13. August 2006

Ein - nicht ganz ungefährlicher - Ausflug in den Dschungel; die erste Begegnung mit der giftigsten Schlange Südamerikas; Früchte bieten überall eine schnelle Mahlzeit - auch für die allgegenwärtigen Ameisen

Wenn ich morgens um 5:45 Uhr aufstehe, ist es noch dunkel, denn der Sonnenaufgang ist hier am Äquator um Punkt 6:00 Uhr. Das ist zumeist die Zeit, in der ich auf dem Rückweg aus der abenteuerlichen "Nasszelle" für die morgendliche Katzenwäsche bin. Ich sehe nämlich überhaupt nicht ein, mich morgens ausgiebig zu waschen, wenn ich sowieso kurz nach der Ankunft in Shanida mit fast 100-prozentiger Wahrscheinlichkeit wieder pitschnass sein werde; sei es durch den Regen oder den hinabrinnenden Schweiß bei Sonnenschein.

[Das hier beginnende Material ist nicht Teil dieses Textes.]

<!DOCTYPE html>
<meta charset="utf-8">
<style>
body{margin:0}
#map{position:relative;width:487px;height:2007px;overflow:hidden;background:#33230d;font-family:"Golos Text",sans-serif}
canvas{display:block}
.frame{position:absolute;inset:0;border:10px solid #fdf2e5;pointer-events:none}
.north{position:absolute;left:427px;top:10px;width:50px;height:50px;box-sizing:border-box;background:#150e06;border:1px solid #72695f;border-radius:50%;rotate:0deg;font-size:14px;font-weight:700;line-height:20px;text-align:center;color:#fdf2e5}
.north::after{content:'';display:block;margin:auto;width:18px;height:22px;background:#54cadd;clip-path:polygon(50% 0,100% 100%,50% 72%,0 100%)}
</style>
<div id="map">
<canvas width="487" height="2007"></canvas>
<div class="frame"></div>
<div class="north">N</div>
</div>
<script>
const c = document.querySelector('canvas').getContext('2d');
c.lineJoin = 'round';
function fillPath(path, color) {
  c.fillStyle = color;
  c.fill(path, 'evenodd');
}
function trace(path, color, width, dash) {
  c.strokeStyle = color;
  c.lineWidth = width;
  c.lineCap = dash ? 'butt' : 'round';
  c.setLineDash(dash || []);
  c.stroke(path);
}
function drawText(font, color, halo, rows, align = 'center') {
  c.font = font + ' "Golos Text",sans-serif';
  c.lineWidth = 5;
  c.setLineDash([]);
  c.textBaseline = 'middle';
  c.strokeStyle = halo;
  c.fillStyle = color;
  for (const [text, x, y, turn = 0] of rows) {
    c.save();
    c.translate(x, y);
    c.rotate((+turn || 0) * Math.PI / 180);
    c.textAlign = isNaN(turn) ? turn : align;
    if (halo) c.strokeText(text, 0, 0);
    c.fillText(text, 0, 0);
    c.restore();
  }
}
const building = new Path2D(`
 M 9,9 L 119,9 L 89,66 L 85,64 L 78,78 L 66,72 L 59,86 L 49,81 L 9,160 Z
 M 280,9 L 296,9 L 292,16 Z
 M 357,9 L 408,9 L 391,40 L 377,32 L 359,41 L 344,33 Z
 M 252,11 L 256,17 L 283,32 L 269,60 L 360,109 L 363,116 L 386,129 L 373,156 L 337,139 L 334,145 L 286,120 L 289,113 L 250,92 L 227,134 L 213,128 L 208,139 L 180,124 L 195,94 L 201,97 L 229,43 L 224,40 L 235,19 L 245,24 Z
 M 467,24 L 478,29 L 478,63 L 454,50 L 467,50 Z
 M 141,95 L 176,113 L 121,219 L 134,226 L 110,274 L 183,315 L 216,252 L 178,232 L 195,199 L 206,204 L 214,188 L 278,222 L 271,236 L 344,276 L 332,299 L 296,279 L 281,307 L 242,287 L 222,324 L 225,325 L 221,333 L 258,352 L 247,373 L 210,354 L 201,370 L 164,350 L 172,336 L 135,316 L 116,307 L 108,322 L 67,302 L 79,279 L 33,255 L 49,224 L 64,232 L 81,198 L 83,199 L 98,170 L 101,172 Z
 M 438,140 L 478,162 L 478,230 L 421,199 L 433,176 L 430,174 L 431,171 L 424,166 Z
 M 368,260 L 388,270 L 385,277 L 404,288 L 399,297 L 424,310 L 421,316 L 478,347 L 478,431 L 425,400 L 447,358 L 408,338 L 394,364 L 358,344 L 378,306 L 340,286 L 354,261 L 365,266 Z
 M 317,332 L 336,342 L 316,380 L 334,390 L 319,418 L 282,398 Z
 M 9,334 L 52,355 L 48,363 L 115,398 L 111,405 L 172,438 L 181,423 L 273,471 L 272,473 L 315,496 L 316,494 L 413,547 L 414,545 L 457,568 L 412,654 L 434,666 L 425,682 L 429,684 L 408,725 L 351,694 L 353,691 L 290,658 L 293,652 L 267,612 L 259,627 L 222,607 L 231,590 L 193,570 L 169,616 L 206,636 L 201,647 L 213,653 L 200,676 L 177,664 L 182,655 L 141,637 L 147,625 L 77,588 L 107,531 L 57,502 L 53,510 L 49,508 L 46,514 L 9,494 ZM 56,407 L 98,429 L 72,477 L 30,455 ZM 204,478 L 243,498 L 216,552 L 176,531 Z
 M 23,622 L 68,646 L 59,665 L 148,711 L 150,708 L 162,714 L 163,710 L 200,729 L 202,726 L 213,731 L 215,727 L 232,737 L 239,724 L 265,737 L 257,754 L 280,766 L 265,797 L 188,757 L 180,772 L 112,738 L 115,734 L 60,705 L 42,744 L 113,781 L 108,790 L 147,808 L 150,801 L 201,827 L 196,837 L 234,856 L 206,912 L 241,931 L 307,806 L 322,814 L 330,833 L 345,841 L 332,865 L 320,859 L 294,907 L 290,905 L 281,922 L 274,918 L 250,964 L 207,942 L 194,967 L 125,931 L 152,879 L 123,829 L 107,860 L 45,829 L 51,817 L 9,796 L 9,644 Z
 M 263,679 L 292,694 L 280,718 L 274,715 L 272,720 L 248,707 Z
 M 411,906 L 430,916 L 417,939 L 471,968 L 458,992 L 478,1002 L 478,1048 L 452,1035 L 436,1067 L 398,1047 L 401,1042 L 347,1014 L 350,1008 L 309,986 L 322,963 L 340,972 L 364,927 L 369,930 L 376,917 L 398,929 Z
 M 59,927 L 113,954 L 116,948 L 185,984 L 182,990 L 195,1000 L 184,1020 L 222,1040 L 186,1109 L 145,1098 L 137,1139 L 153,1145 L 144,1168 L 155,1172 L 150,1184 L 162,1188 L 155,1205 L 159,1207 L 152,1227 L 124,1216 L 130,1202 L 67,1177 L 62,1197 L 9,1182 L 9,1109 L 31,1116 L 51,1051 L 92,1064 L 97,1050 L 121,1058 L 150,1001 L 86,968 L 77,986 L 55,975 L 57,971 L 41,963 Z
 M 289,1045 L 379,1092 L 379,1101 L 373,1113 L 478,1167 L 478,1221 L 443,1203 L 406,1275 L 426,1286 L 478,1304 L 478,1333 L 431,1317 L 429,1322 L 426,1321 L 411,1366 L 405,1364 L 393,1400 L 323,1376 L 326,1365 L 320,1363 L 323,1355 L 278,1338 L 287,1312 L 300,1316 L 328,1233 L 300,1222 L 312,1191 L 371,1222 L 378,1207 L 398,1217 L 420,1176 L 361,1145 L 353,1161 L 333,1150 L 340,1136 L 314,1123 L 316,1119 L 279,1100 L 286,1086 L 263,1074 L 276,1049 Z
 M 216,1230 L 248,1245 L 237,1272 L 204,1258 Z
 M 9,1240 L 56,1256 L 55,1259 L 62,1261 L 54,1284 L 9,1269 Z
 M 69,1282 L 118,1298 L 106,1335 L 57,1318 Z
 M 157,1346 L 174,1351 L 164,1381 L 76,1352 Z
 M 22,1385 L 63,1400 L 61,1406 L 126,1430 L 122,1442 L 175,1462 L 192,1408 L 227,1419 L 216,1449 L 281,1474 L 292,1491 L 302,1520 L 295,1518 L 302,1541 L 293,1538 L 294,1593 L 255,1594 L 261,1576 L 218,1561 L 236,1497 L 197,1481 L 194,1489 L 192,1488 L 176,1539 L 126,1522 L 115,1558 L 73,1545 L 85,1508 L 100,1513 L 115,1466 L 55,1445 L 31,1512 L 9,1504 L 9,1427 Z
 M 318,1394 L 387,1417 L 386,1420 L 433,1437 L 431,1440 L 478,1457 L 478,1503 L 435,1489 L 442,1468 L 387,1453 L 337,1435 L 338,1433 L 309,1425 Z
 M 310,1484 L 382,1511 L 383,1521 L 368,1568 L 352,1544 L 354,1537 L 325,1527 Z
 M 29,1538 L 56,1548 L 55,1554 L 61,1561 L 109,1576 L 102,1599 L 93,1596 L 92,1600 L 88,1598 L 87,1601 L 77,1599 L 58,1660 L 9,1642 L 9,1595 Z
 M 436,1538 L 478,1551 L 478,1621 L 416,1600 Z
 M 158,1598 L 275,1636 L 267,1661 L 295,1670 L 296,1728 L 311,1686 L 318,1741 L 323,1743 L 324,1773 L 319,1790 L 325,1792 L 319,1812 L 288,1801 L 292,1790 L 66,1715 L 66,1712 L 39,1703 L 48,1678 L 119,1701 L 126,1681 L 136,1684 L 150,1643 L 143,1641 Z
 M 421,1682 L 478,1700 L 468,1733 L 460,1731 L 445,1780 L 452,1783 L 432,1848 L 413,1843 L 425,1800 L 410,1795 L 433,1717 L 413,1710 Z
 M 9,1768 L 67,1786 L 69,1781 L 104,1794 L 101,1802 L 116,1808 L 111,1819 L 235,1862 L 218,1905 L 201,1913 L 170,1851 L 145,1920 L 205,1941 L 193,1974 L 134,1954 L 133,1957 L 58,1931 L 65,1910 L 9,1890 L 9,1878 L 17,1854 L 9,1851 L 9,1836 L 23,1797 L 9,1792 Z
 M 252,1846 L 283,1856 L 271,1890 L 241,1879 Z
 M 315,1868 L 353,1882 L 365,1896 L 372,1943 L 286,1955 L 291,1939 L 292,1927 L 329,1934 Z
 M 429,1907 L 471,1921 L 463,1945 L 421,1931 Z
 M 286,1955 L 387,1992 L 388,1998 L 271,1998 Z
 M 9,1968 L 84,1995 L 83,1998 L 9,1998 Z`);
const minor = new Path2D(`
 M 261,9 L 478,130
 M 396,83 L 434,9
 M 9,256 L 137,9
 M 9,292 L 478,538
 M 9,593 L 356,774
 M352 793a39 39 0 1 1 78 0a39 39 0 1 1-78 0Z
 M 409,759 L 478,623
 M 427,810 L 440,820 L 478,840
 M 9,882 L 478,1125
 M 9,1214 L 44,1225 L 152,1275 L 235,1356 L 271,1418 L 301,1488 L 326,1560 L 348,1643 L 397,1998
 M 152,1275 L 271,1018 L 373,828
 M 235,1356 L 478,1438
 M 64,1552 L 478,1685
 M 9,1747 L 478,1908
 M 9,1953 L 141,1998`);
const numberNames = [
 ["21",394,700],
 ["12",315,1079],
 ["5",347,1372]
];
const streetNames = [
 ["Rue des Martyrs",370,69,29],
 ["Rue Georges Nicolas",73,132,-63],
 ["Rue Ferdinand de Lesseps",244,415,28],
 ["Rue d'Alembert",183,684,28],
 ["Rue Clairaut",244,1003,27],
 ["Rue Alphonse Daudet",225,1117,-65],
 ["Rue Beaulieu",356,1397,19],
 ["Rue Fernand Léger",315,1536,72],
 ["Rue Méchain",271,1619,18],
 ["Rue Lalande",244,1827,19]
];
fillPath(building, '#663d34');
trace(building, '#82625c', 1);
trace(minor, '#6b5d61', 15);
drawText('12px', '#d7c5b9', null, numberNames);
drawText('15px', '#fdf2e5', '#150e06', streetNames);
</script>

Ein atmospärisches Feuerwerk

Diesen Morgen erwartete mich aber ein ganz besonderes Schauspiel bei Carlos' Haus. Wenn ich in dort nämlich aus meiner Zimmertür trete, habe ich an klaren Tagen einen herrlichen Blick auf den etwa 50 km entfernten Vulkan "Sumaco", der das Zentrum eines gleichnamigen Nationalparks und Biosphärenreservates ist. An jenem Morgen war nicht nur die Luft besonders klar, sondern die Sonne entschied sich ebenfalls dafür, den Vulkan unter seiner verwunschenen Wolkendecke mit ihren Strahlen für ca. drei Minuten in ein märchenhaftes Farbspektakel zu verwandeln. Leider ist auf dem Foto nur ein kläglicher Abklatsch der Wirklichkeit zu sehen. Solch ein Schauspiel ist für mich aber eine echte Entschädigung für das viel zu frühe Aufstehen.

Das sollte aber nicht die letzte Entschädigung dieses Tages bleiben, denn ich hatte das Vergnügen mit Don Mariano einen weiteren Teil des Shandiagebietes zu besuchen. Wie sich herausstellte, ist dieser Bereich einer der ursprünglichsten, den ich bisher zu sehen bekommen habe. Das ist nicht zuletzt den extremen Steigungen zu verdanken, die man auf dem Wege dahin zu überwinden hat. Oben angekommen, befanden wir uns auf einem nicht einmal einen Meter breiten Grat, der nach beiden Seiten gute 30 Meter steil abfiel. Der Boden bestand aus extrem verwittertem Gestein und wir sackten nicht selten bis zum Steißbein ein und hingen dann etwas hilflos über dem Hang.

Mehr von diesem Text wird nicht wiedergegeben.